**Record extracts**

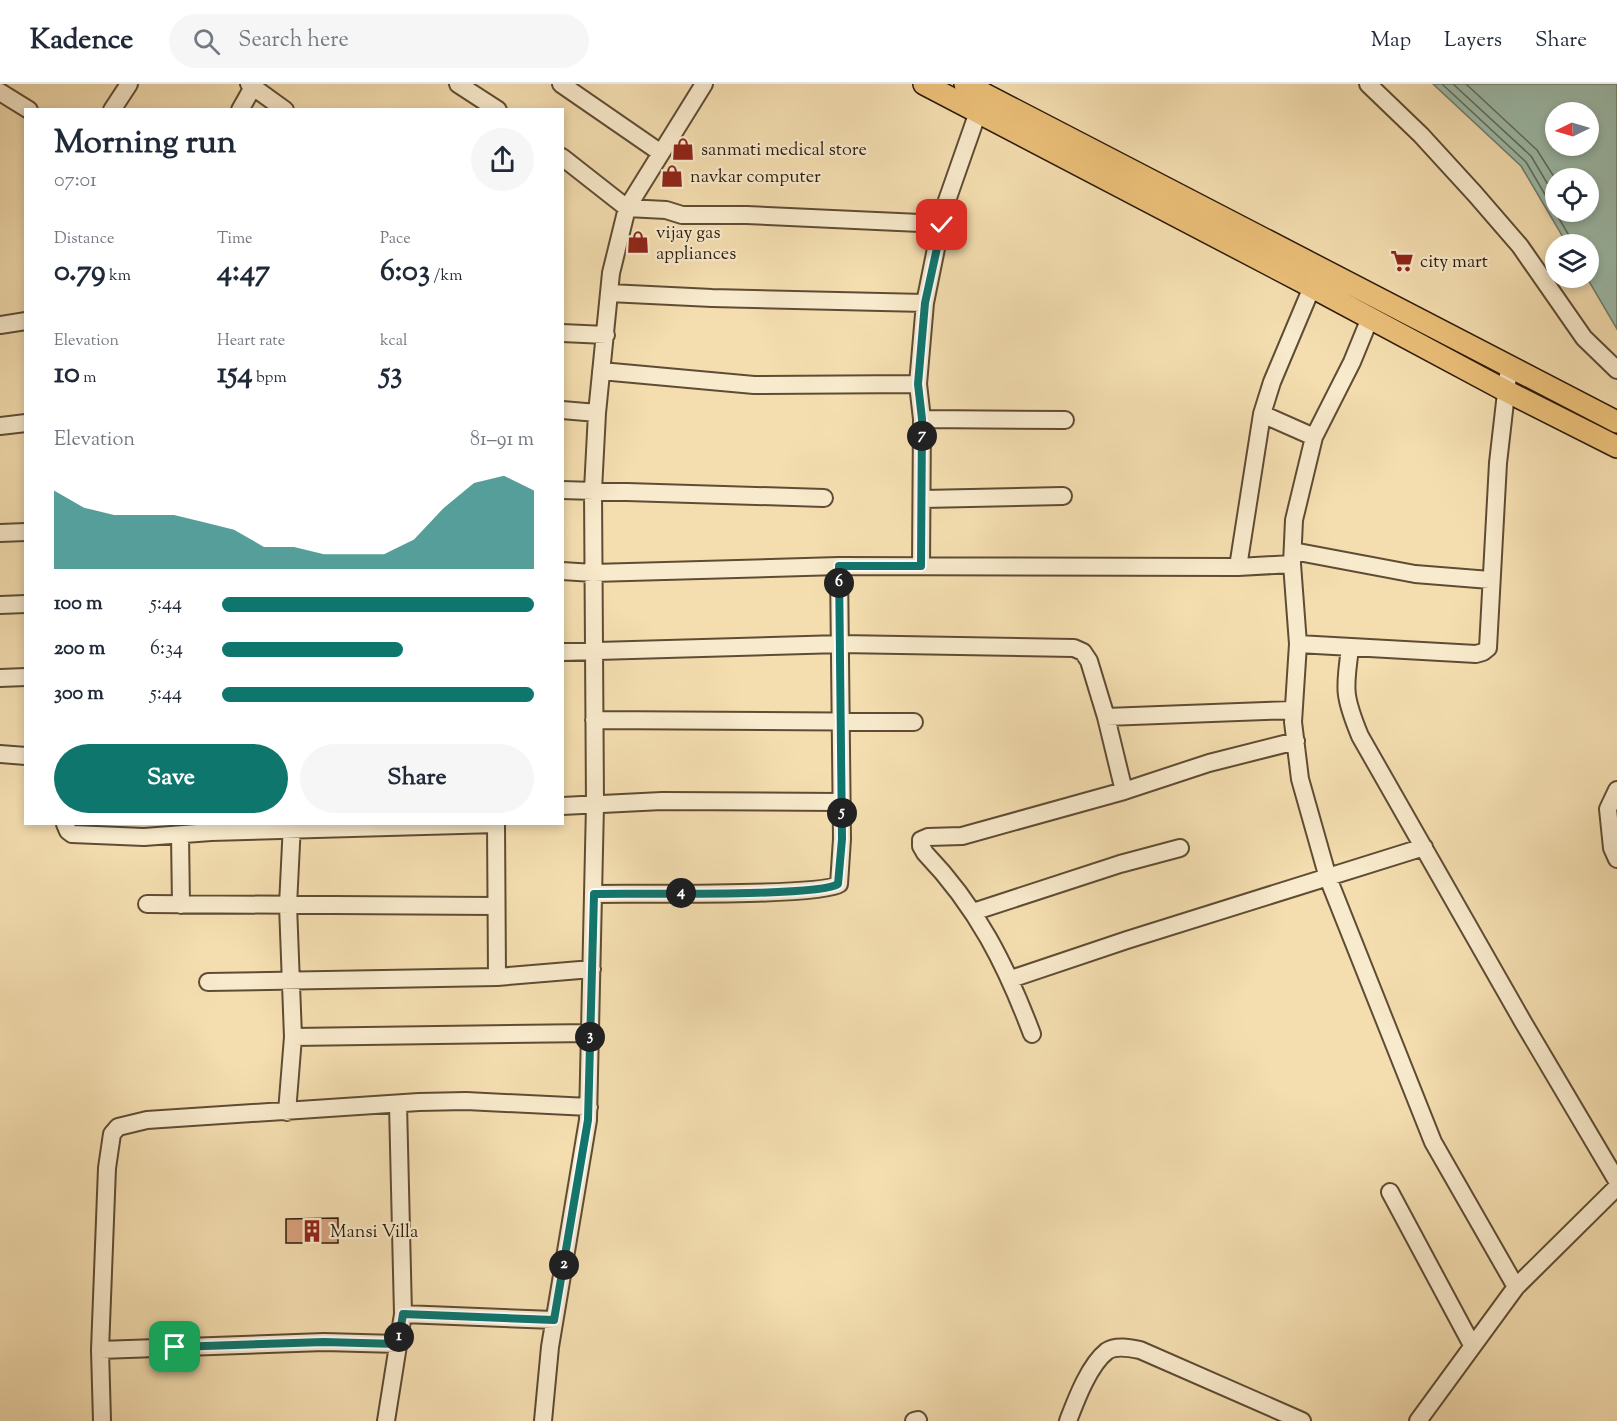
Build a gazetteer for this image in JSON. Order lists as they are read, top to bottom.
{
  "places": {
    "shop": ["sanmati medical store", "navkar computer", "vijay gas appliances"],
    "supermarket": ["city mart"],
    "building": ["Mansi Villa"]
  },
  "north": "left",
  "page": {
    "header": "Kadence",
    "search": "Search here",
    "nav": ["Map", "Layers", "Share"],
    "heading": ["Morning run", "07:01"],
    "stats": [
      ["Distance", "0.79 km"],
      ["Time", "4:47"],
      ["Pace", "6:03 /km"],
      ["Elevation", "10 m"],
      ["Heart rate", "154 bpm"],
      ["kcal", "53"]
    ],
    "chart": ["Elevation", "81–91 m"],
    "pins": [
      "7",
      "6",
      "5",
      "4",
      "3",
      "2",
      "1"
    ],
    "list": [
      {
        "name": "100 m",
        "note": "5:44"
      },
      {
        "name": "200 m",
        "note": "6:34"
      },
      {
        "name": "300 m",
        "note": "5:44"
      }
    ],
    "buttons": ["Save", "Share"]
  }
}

--

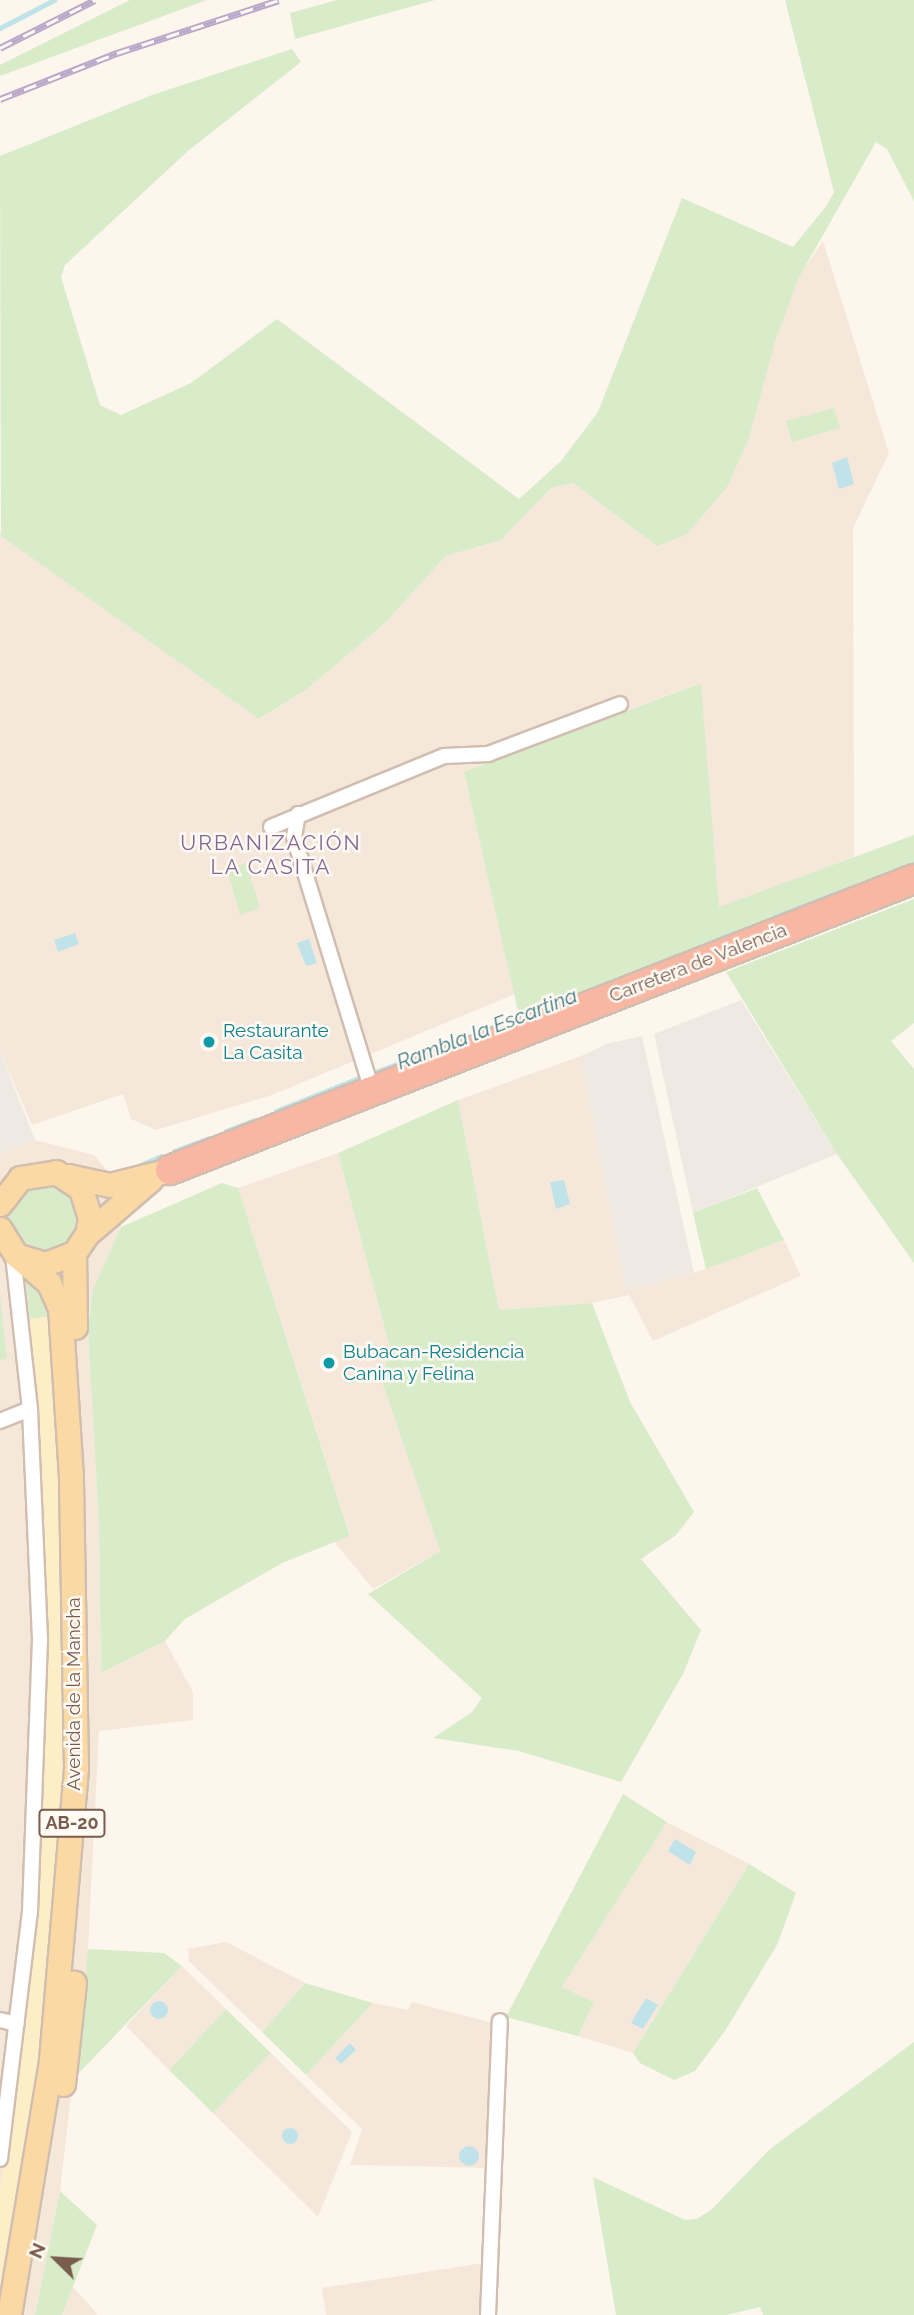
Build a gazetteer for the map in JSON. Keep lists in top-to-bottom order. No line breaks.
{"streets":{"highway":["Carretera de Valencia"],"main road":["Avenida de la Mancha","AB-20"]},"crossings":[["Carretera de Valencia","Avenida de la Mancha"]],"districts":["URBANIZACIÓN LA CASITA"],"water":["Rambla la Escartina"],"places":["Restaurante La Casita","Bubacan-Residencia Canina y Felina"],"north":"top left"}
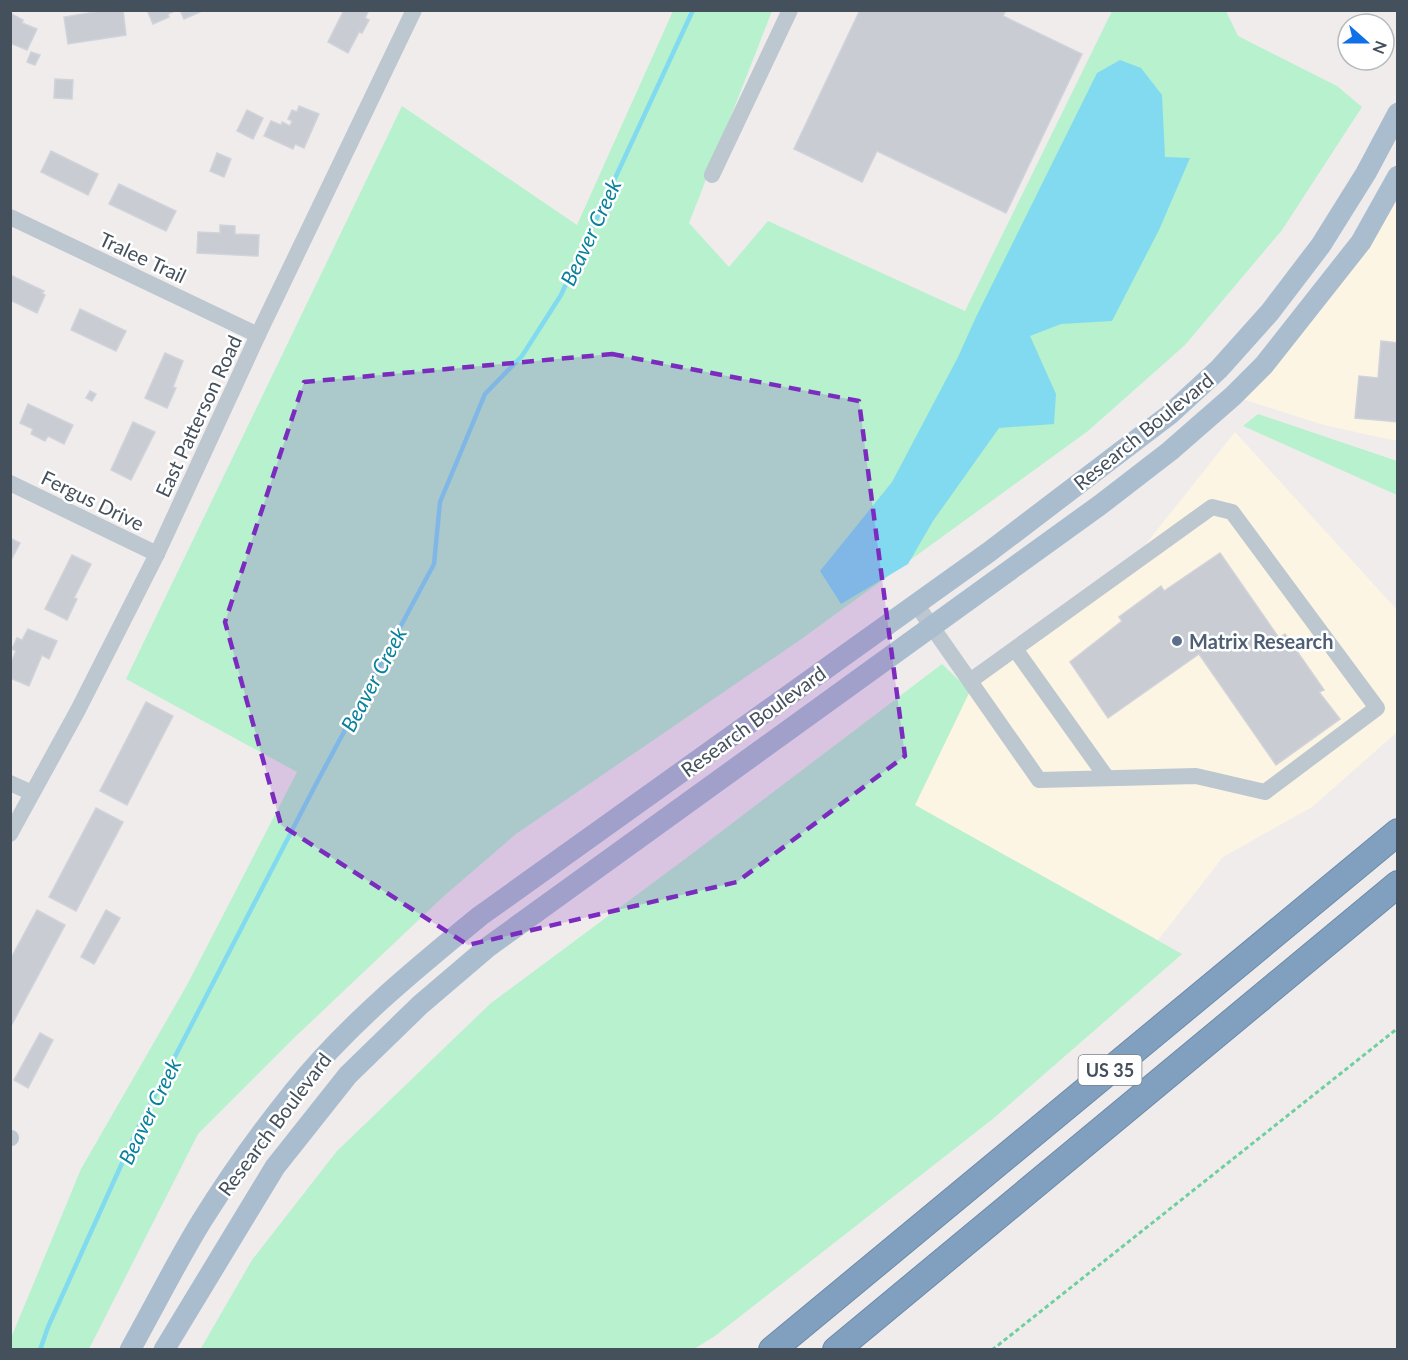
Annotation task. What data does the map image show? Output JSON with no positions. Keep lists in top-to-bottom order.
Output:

**Problem to solve**
Wherever "Output" turns up in the records, copy the whole line.

**Response area**
Annotation task. What data does the map image show? Output JSON with no positions. Keep lists in top-to-bottom order.
Output:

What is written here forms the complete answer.